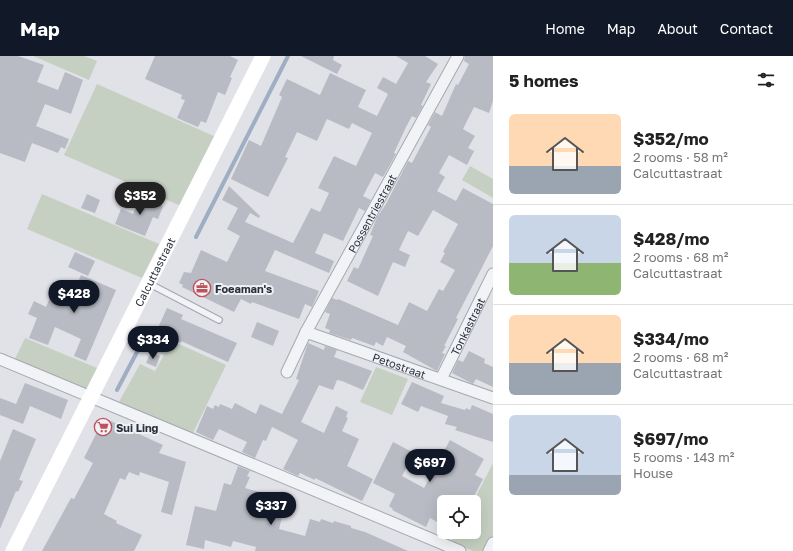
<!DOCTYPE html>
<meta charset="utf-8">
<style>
body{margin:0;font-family:"Golos Text",sans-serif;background:#f2f2f2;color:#222;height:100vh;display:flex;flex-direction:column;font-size:15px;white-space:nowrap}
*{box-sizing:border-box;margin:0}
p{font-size:13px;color:#767676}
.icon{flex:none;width:22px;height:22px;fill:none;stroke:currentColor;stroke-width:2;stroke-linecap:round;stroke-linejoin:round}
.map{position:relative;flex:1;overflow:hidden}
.drawer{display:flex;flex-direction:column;background:#fff;width:300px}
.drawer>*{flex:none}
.tools{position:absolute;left:437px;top:439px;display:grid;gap:8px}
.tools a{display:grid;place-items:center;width:44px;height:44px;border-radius:6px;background:#fff;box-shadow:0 4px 16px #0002;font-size:20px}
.price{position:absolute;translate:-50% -34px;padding:0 9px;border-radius:14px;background:#111827;color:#fff;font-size:13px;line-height:26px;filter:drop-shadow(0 1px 2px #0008)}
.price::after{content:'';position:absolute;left:50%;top:24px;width:12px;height:9px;margin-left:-6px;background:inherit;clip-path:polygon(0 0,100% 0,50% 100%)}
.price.active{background:#222;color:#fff}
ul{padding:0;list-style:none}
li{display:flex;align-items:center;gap:12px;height:100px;padding:0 16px}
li+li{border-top:1px solid #e0e0e0}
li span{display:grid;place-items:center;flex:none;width:112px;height:80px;border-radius:6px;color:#555}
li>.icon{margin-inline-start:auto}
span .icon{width:48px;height:48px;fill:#fffc;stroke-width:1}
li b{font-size:17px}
h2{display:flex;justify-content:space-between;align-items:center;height:48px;padding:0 16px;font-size:17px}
header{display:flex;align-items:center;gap:24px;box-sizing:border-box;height:56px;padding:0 20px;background:#111827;color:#fff}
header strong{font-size:19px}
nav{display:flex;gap:22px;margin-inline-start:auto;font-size:14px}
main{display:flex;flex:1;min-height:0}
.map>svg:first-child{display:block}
</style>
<header>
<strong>Map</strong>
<nav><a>Home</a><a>Map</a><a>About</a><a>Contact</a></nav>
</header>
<main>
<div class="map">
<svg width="493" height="495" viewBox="0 0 493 495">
<rect width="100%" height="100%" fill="#e0e2e7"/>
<path fill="#c5d0c2" d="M33,0H84L97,5L89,24Z
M97,28L216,81L181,150L64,99Z
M470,110L493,123V142L462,124Z
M42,138L159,188L142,222L27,173Z
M156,278L226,309L192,379L119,346L140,308L155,315L164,299L149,291Z
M25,282L97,312L91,328L87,332H82L14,305Z
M376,311L408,323L392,359L360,346Z
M493,407V481L485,495H473L451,486L457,476H474V446H473Z"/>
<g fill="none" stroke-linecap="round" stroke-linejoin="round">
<path stroke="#9faec3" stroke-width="4" d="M196,181L288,0
M117,334L147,277"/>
</g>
<path fill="#b8bbc3" d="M0,0H18L44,9L37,26L58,34L65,16L83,24L71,58L45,48L36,70L69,83L65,93L61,91L58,97L32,87L25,106L0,97Z
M155,0H230L238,4L230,21L232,22L225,39L218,36L206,67L201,65L198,71L177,62L185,44L181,43L182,39L145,23Z
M301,0H334L333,4L342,9L337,18Z
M396,0H425L438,8L426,26L431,28L421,49L423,50L416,62L412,60L406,71L394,97L396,98L383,121L375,117L363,140L371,144L365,155L359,152L343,185L324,177L315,197L334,205L329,217L275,194L265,215L319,235L312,251L305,248L299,263L252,246L251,248L241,243L234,256L182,231L183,229L179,227L184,216L191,217L201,194L227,206L240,180L227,173L238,152L222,144L229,130L260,160L259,162L250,157L245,166L293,187L311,152L320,156L329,137L318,132L334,100L356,110L372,77L352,67L349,73L327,63L317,85L297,76L285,101L288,102L268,141L231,123L249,84L261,90L282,41L279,39L287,23L320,39L330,17L366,34L358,51L377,60L388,38L377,32L383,21L396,28L408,7Z
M465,0H493V45L489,57L474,51L463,73L475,80L468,92L474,95L467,109L449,99L439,117L445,121L437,135L456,145L463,132L493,148V190L456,262L458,263L444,290H446L442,297L445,298L437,315L403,296L406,290L387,281L383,290L376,286L374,290L352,282L351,284L329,277L330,274L325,272L330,258L325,256L332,242L337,244L338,243L398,269L409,246L427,255L439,233L443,235L455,214L440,206L445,197L443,196L458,168L433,154L418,180L408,175L399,194L410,199L405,211L393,206L378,240L347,225L354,211L358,213L373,180L370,179L377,161L386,148L408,105L412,107L431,71L428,69L435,56L442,60L456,28L458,29L469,8L464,5Z
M87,138L100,144L95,157L81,152Z
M141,140L163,150L158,163L153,161L145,180L115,168L121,153L133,158Z
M75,196L95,205L88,220L68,211Z
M81,219L116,234L86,305L74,300L81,283L55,271L48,289L29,282L37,262L28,258L34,245L46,251L54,233L72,240Z
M167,252L183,259L181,263L237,287L228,306L181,285V287L157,274Z
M257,266L279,275L273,290L251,281Z
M308,287L324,294L325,290L337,294L334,301L372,315L363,334L342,325L337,324L333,334L319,329L301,366L324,377L336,350L348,356L346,361L348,362L342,375L359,383L347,410L373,423L362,445L315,422V424L300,417L298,420L283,413L298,384L272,371L266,385L263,384L255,402L242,396L247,386L219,373L213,384L196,376L207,350L213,353L215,349L219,351L220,348L232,353L235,347L256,358L260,348L282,358L299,324L296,323Z
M469,295L485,303L484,307L493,311V331L476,323L473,328L452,317L458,304L463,306Z
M151,296L160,300L156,311L146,307Z
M412,326L444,340L441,347L465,354L466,352L470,354L472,349L493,358V386L455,374L457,371L445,368L448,360L421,350L418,356L401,348Z
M25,327L68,344L61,363L30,350L23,368L0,359V342L16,348Z
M104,362L163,389L159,397L186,406L172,459L161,456L169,426L140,416L139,420L129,416L125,424L120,422L104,458L117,465L116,467L142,479L134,495H42L71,442L74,443L93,407L84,402Z
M13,373L36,383L19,424L23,425L18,436L16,435L0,473V405Z
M450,384L484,403L475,419L483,423L471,446H444V470L430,462L426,471L392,454L393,453L389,450L395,438L373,427L393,386L414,397L402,420L424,432Z
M238,410L250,415L247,420L250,421L245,432L266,438L264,444L285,449L279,473L305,480L310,463L320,466L321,463L333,467L334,465L351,470V472L365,476L408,495H255L256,491L233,485L231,491L205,484L204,493L186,489L195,450L216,455L224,427L231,429Z"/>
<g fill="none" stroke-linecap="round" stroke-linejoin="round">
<defs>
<path id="lane" d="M148,227L219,264"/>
<g id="street">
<path id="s1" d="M306,276L493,342"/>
<path d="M0,303L460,495"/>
<path id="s2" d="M287,316L306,276L458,0"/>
<path id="s3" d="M441,323L493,218"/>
<path d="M489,495L493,487"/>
</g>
</defs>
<use href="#lane" stroke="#a6a9b1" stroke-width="8"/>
<use href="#street" stroke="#a6a9b1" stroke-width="13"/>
<use href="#lane" stroke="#f2f3f6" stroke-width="5.5"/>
<use href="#street" stroke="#f2f3f6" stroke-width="11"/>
<path stroke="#fff" stroke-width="15" id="s4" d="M13,495L263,0"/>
</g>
<defs>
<symbol id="office-ring" viewBox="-11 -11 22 22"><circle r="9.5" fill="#eff1f5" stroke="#be535c" stroke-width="1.5"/><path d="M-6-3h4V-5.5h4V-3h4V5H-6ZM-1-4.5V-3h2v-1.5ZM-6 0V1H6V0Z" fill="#be535c"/></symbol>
<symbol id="supermarket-ring" viewBox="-11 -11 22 22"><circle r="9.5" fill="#eff1f5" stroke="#be535c" stroke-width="1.5"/><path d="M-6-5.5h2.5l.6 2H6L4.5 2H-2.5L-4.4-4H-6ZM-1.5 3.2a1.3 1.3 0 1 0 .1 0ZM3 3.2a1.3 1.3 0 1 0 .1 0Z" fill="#be535c"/></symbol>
</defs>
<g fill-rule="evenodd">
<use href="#office-ring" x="192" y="222" width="20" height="20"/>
<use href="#supermarket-ring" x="93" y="361" width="20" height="20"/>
</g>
<g text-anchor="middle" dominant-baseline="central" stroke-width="4" stroke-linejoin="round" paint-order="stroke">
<g font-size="11" fill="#2b303d" stroke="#eff1f5">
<text stroke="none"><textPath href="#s2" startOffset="180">Possentriestraat</textPath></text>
<text stroke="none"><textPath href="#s4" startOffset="313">Calcuttastraat</textPath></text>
<text stroke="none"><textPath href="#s3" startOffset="59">Tonkastraat</textPath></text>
<text stroke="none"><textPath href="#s1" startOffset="99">Petostraat</textPath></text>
</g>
<g font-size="11" font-weight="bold" fill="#2b303d" stroke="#eff1f5" text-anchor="start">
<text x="215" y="232">Foeaman's</text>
<text x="116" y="371">Sui Ling</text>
</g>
</g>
</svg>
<div class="tools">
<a><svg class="icon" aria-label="locate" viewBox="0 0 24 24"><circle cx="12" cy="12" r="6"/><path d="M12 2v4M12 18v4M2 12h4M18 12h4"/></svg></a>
</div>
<b class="price active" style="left:140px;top:160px">$352</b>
<b class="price" style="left:74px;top:258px">$428</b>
<b class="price" style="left:153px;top:304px">$334</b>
<b class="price" style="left:430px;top:427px">$697</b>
<b class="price" style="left:271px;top:470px">$337</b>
</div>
<section class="drawer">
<h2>5 homes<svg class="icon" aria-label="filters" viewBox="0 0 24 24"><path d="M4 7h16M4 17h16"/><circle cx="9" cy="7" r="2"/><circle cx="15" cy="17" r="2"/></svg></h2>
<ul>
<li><span style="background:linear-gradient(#ffd9b3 65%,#9aa5b1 0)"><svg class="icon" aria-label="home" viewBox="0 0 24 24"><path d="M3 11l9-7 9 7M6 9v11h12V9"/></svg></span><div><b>$352/mo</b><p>2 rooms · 58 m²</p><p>Calcuttastraat</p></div></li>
<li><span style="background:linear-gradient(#c9d6e8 60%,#8fb573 0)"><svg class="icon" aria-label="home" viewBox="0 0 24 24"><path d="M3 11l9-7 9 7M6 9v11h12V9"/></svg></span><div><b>$428/mo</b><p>2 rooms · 68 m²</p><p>Calcuttastraat</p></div></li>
<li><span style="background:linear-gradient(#ffd9b3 60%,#9aa5b1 0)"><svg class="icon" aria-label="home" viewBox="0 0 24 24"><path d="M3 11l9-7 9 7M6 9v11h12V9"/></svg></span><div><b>$334/mo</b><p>2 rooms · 68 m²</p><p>Calcuttastraat</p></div></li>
<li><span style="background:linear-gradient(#c9d6e8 75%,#9aa5b1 0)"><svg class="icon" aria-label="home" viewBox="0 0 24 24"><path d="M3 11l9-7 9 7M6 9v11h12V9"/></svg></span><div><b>$697/mo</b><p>5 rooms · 143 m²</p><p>House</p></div></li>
</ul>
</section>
</main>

____

**WHAT THE EXERCISE ASKS**
Search the listing for the word "absolute", and copy every line in which it is found.

**WRITTEN SOLUTION**
.tools{position:absolute;left:437px;top:439px;display:grid;gap:8px}
.price{position:absolute;translate:-50% -34px;padding:0 9px;border-radius:14px;background:#111827;color:#fff;font-size:13px;line-height:26px;filter:drop-shadow(0 1px 2px #0008)}
.price::after{content:'';position:absolute;left:50%;top:24px;width:12px;height:9px;margin-left:-6px;background:inherit;clip-path:polygon(0 0,100% 0,50% 100%)}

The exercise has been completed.